Problem statement = Go through the entries below and say how many lines contain the string "JSON"; write only that number.

Saved entries =
________________________________________
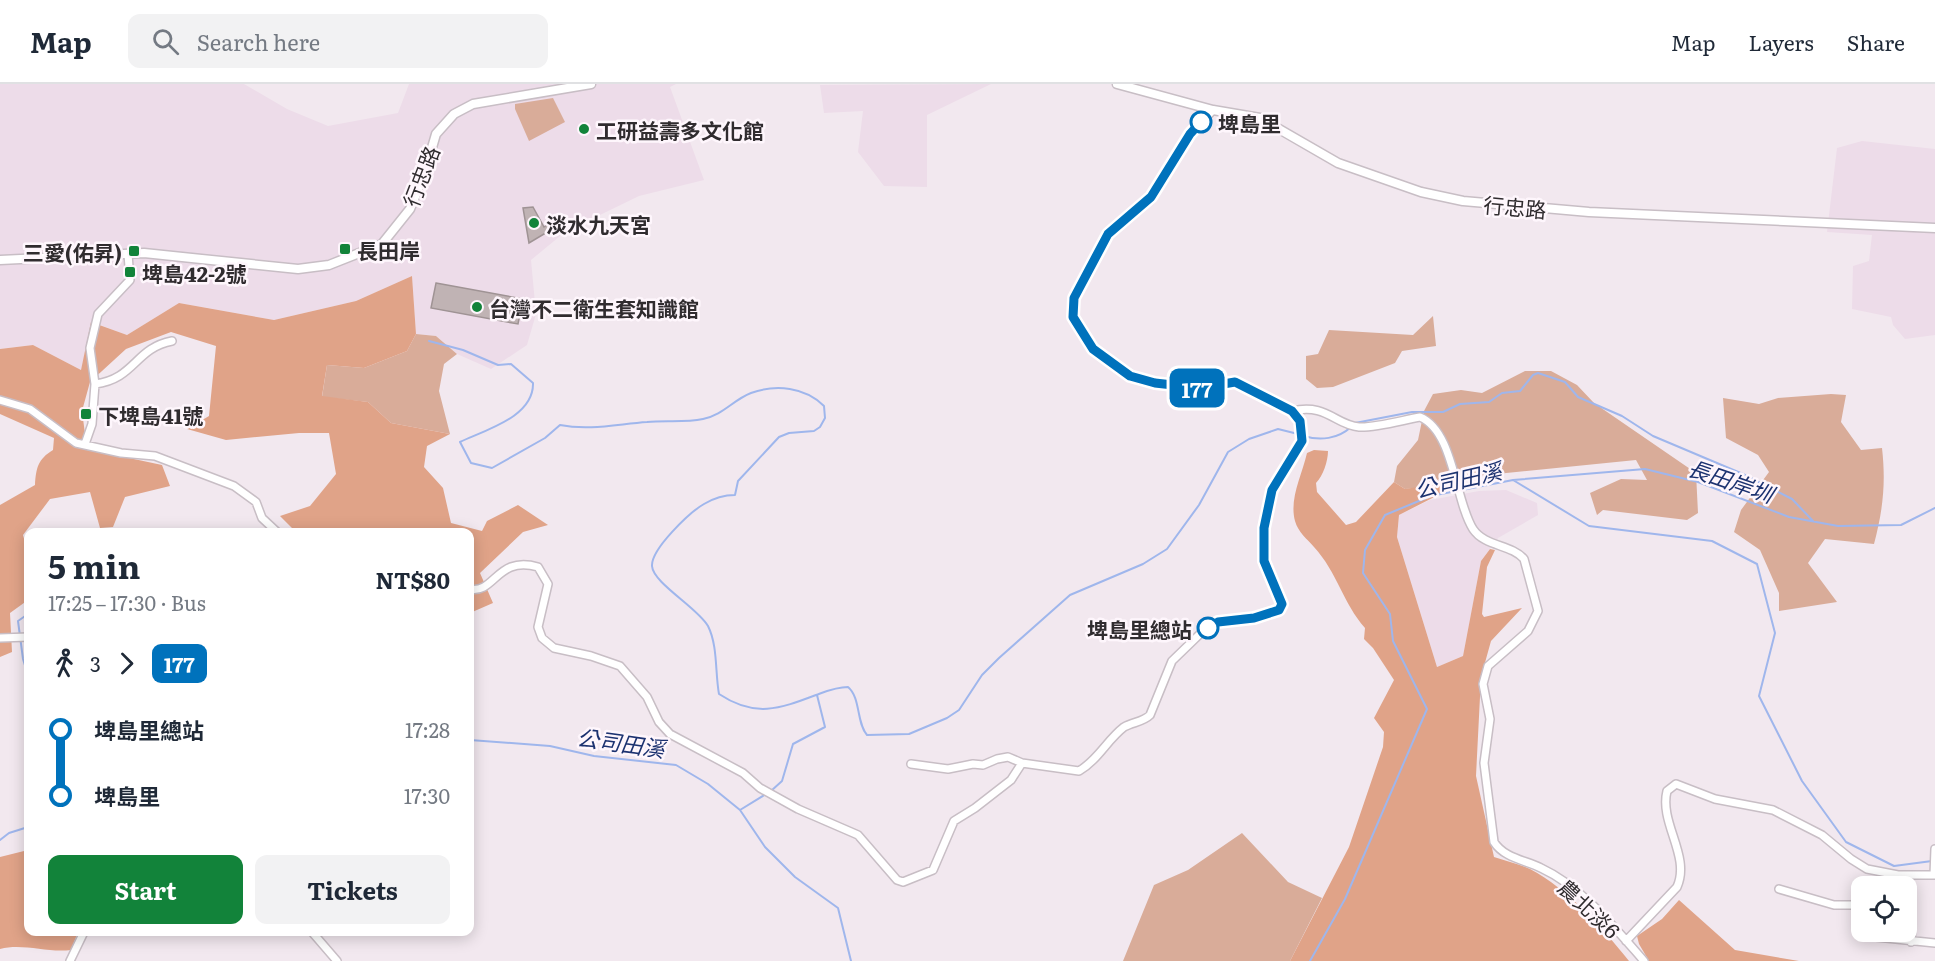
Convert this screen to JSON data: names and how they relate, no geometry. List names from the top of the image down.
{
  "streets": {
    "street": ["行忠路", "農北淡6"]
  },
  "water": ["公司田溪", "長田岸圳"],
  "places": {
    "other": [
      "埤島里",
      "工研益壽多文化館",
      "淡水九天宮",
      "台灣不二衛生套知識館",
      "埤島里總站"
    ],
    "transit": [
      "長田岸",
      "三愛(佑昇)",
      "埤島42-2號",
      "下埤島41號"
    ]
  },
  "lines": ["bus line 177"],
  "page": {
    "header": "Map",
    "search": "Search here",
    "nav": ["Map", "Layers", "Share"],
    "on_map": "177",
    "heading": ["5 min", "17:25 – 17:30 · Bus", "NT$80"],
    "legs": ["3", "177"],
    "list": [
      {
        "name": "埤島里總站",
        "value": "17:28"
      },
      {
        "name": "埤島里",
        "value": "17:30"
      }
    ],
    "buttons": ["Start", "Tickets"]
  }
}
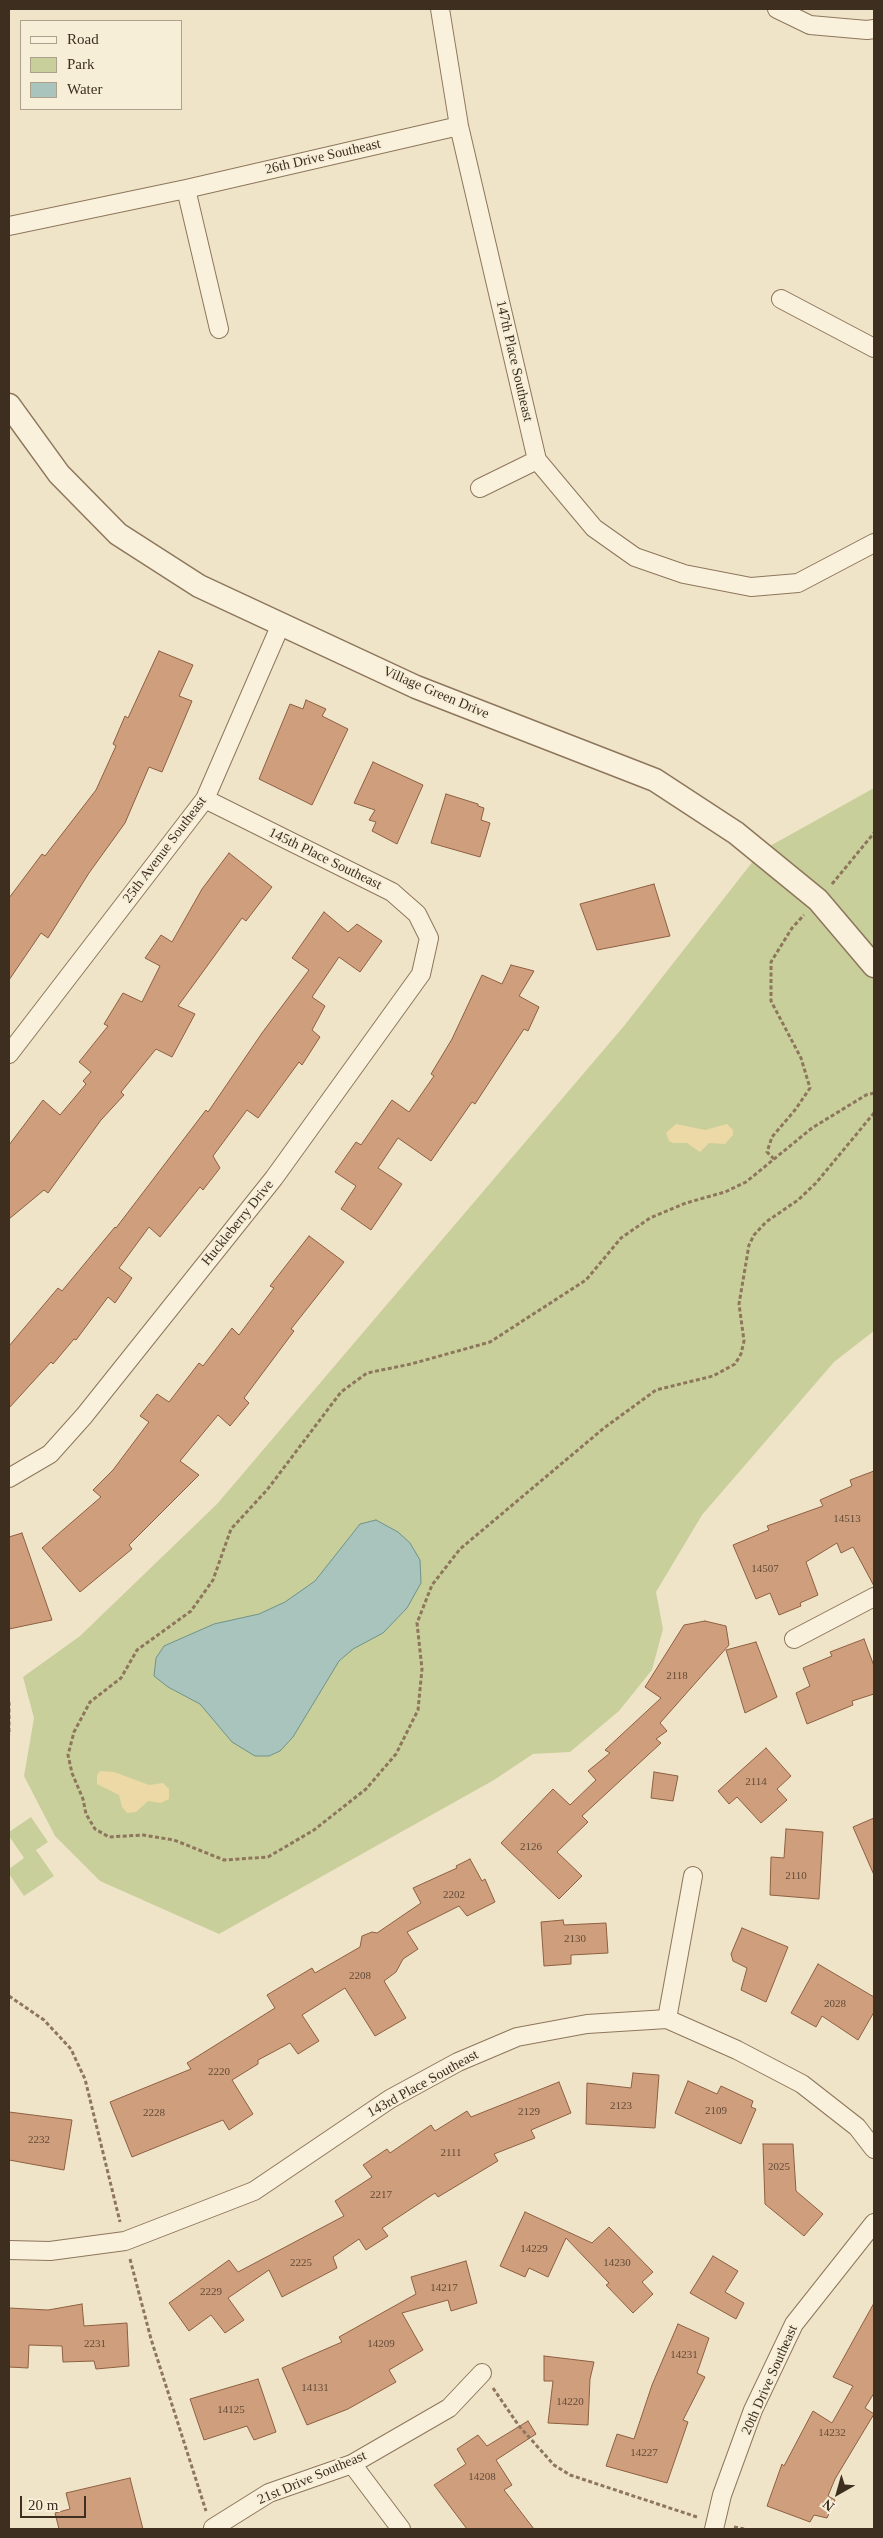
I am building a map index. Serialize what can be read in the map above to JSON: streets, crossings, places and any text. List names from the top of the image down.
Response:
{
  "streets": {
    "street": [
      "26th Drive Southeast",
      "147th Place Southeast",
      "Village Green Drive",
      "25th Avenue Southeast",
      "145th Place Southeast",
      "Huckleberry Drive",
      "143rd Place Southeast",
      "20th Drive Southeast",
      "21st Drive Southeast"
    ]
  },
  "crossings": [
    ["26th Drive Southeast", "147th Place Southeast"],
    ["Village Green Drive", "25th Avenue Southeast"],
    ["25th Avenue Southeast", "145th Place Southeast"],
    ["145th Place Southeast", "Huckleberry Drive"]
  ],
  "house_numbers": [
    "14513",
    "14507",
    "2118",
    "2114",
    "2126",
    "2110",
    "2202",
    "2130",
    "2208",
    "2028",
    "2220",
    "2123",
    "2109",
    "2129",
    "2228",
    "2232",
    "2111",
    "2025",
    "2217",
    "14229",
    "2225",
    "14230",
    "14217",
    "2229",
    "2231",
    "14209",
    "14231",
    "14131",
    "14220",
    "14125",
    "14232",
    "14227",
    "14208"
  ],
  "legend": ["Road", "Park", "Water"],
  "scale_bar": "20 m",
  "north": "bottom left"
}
________________________________________
Result of the exercise = 2